Iran uses activists for propaganda
Interviews with two detained Iranian-American activists ran on state-run Iranian television Wednesday. Analysts say their self-implicating statements were coerced.
Using methods that hark back to the years following Iran's 1979 Islamic revolution, Iranian state-run television on Wednesday night broadcast what it called "confessions" of two Iranian-American academics accused of undermining the regime.
Called "In the name of Democracy," the 50-minute film deftly spliced images of "velvet" revolutions in Serbia, Georgia, Ukraine, and Kyrgyzstan with segments of interviews with the two dual citizens. The film sought to portray the detained activists' work for American think tanks and civil-society groups as a tool for a US policy of regime change in Iran.
The documentary comes amid one of the most comprehensive crackdowns on political activism since the revolution. Confronted with $75 million worth of pro-democracy funding set aside by the US Congress – and frequent rhetoric about regime change – Tehran is taking a page from its old playbook to fight what it sees as a mounting threat to political stability.
"The impetus comes from die-hard people around [President Mahmoud] Ahmadinejad, the former Revolutionary Guards, people who now dominate the intelligence services," says Ervand Abrahamian, an Iran expert at the City University of New York. "They practiced this under Khomeini, so they are really going back to the old methods [that] did work."

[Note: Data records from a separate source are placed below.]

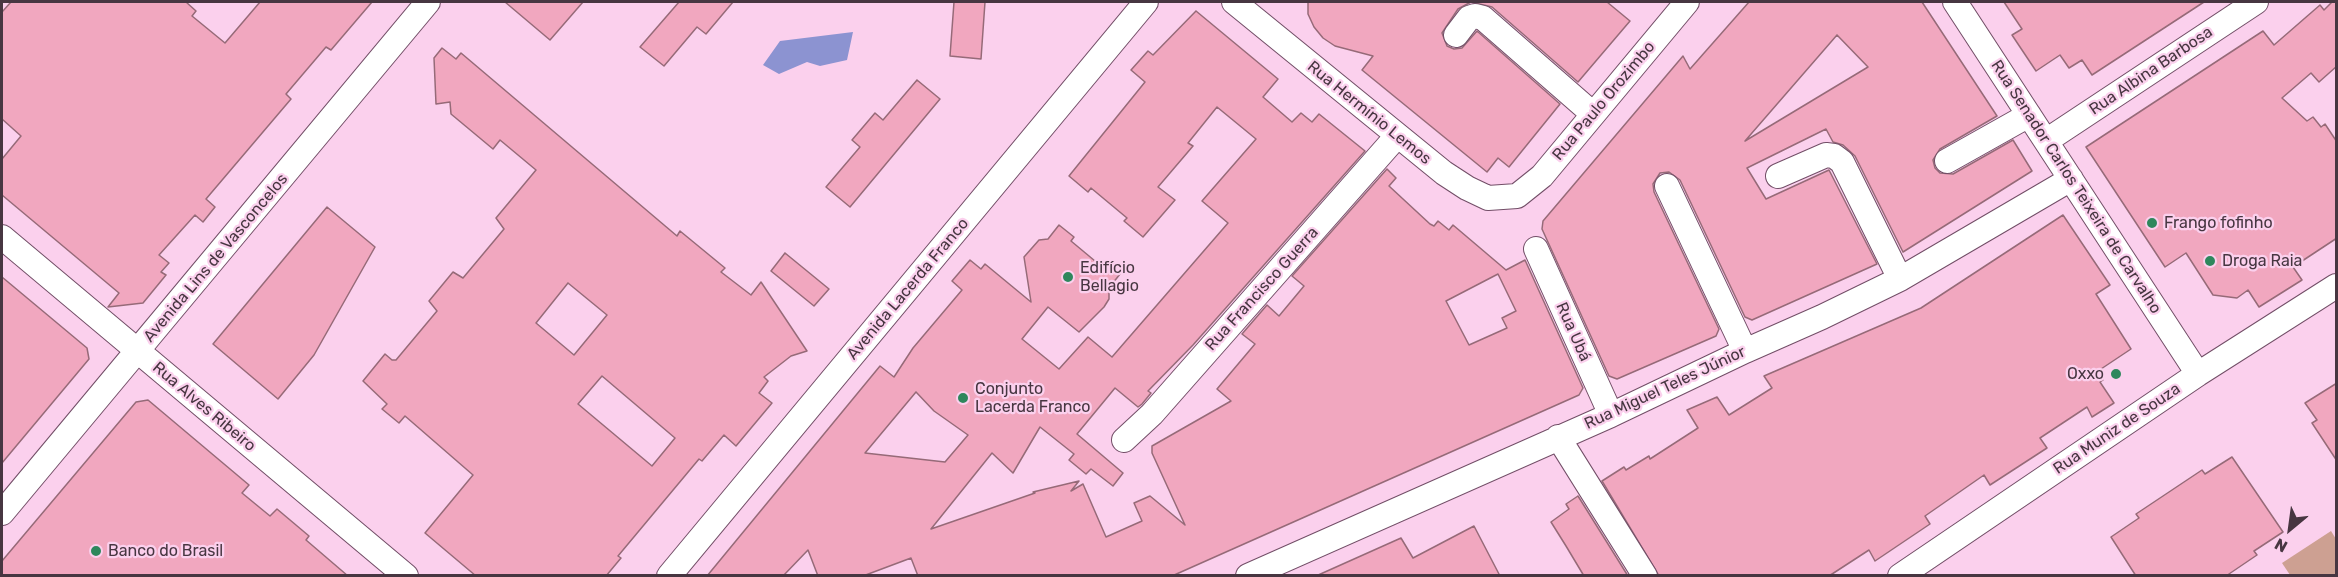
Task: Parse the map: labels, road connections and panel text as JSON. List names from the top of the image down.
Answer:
{
  "streets": {
    "street": [
      "Rua Albina Barbosa",
      "Rua Paulo Orozimbo",
      "Rua Hermínio Lemos",
      "Rua Senador Carlos Teixeira de Carvalho",
      "Avenida Lins de Vasconcelos",
      "Avenida Lacerda Franco",
      "Rua Francisco Guerra",
      "Rua Ubá",
      "Rua Miguel Teles Júnior",
      "Rua Alves Ribeiro",
      "Rua Muniz de Souza"
    ]
  },
  "crossings": [
    ["Rua Albina Barbosa", "Rua Senador Carlos Teixeira de Carvalho"],
    ["Rua Paulo Orozimbo", "Rua Hermínio Lemos"],
    ["Rua Hermínio Lemos", "Rua Francisco Guerra"],
    ["Rua Senador Carlos Teixeira de Carvalho", "Rua Miguel Teles Júnior"],
    ["Rua Senador Carlos Teixeira de Carvalho", "Rua Muniz de Souza"],
    ["Avenida Lins de Vasconcelos", "Rua Alves Ribeiro"],
    ["Rua Ubá", "Rua Miguel Teles Júnior"]
  ],
  "places": [
    "Frango fofinho",
    "Droga Raia",
    "Edifício Bellagio",
    "Oxxo",
    "Conjunto Lacerda Franco",
    "Banco do Brasil"
  ],
  "north": "bottom left"
}
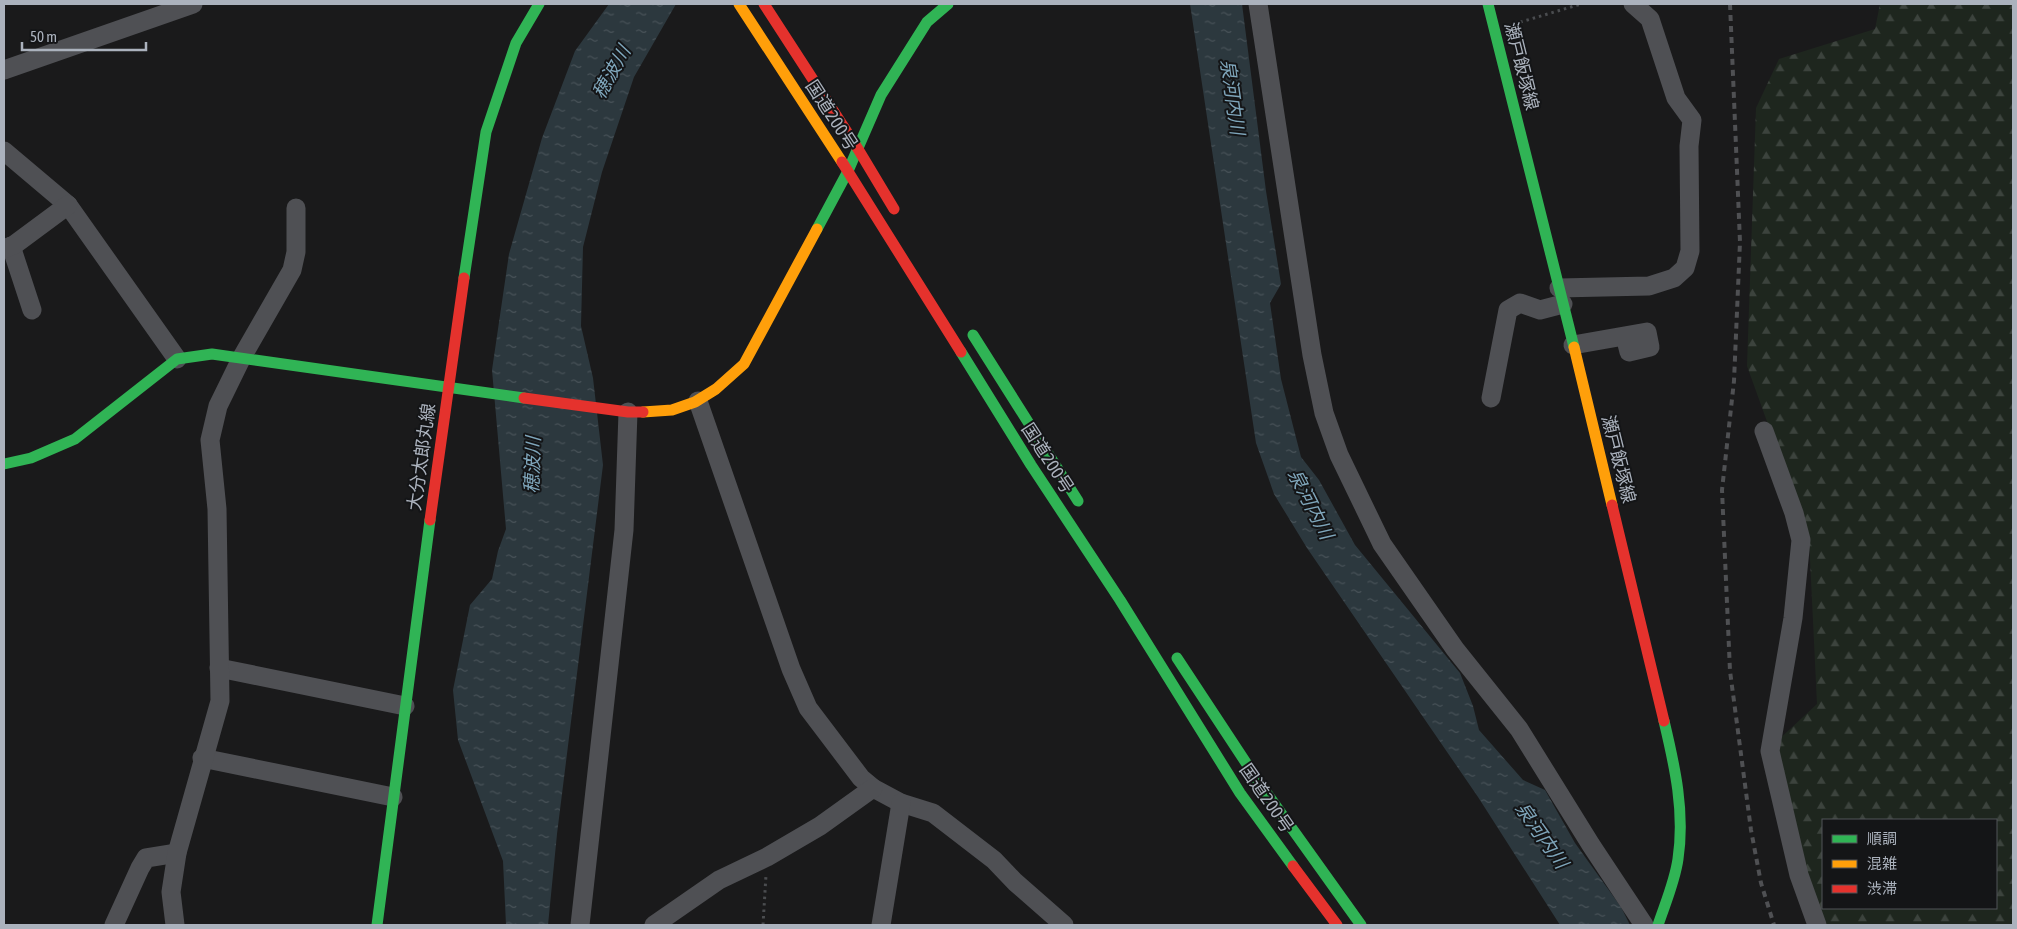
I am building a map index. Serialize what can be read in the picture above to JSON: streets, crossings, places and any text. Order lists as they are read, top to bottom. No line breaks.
{"streets":{"main road":["瀬戸飯塚線","国道200号","大分太郎丸線"]},"water":["穂波川","泉河内川"],"legend":["順調","混雑","渋滞"],"scale_bar":"50 m"}
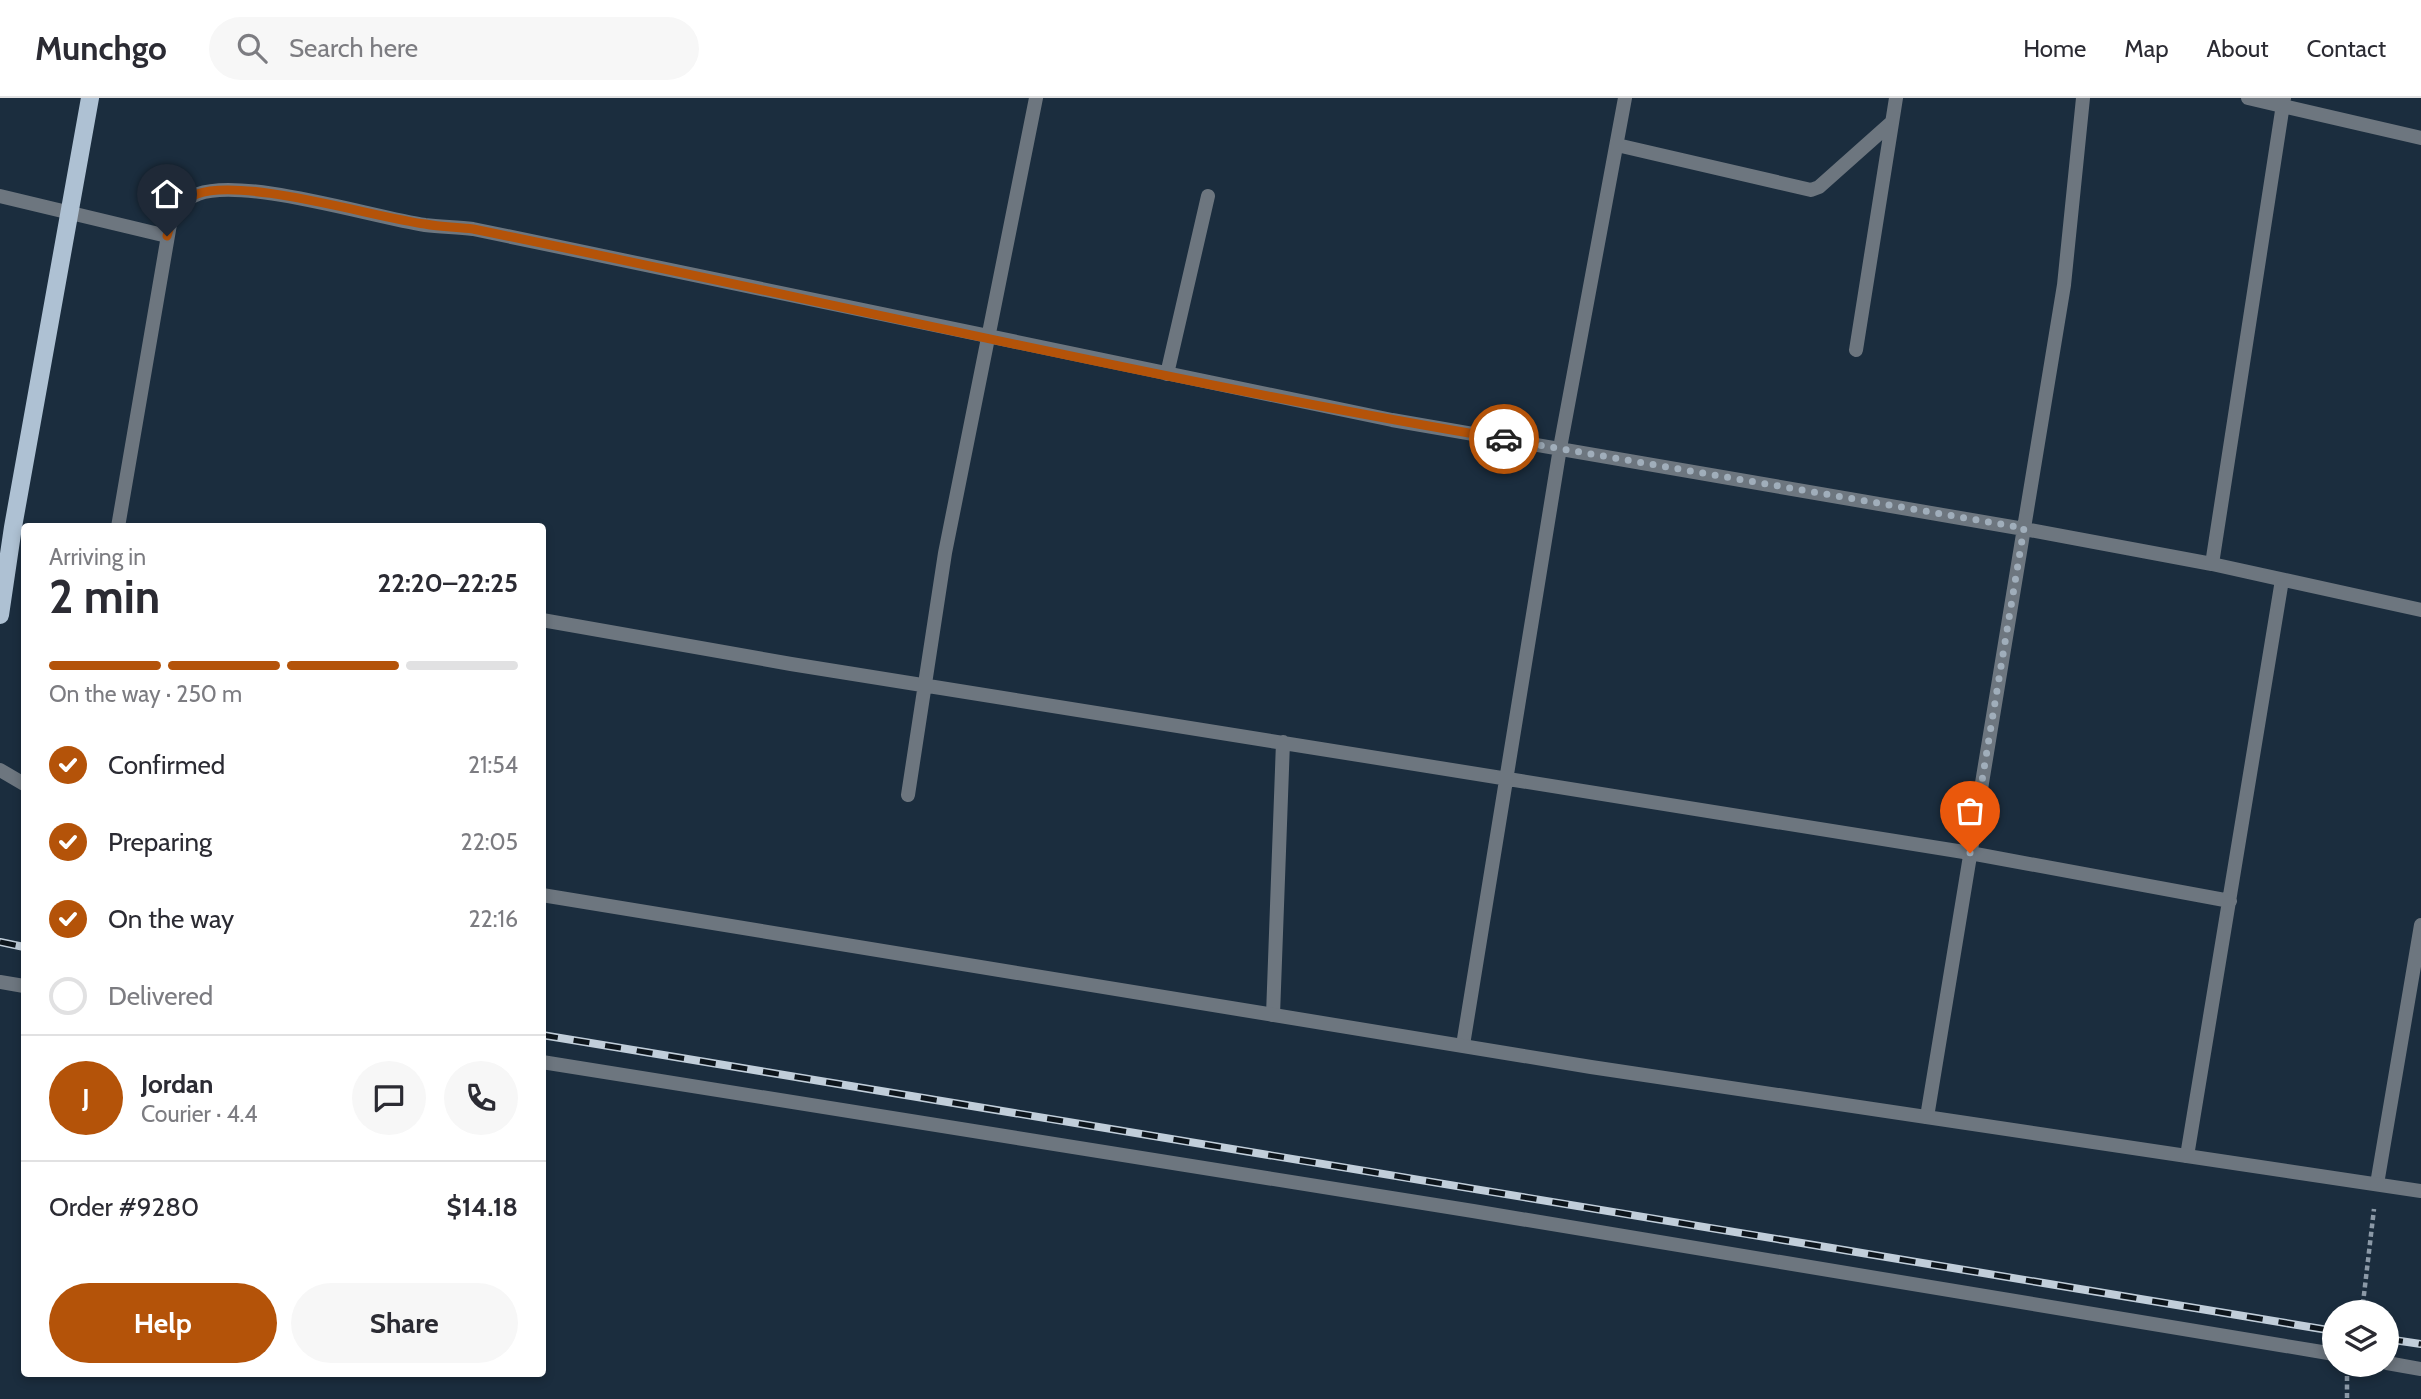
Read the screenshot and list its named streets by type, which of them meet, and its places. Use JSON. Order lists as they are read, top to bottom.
{
  "page": {
    "header": "Munchgo",
    "search": "Search here",
    "nav": [
      "Home",
      "Map",
      "About",
      "Contact"
    ],
    "heading": ["2 min", "Arriving in", "22:20–22:25"],
    "panel": [
      "Jordan",
      "Courier · 4.4",
      "Order #9280",
      "$14.18"
    ],
    "bar": "On the way · 250 m",
    "list": [
      ["Confirmed", "21:54"],
      ["Preparing", "22:05"],
      ["On the way", "22:16"],
      "Delivered"
    ],
    "round": "J",
    "buttons": ["Help", "Share"]
  }
}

In the film, Haleh Esfandiari, head of Middle East programs at the Woodrow Wilson Center in Washington, spoke of facilitating scholarly exchanges, networks of Iran experts, and meetings at international conferences. Ms. Esfandiari, looking pale and drawn, sat on a couch in a black head scarf and robe beside a plant – not in her cell at Tehran's Evin prison, where she has been held in solitary confinement since May 8.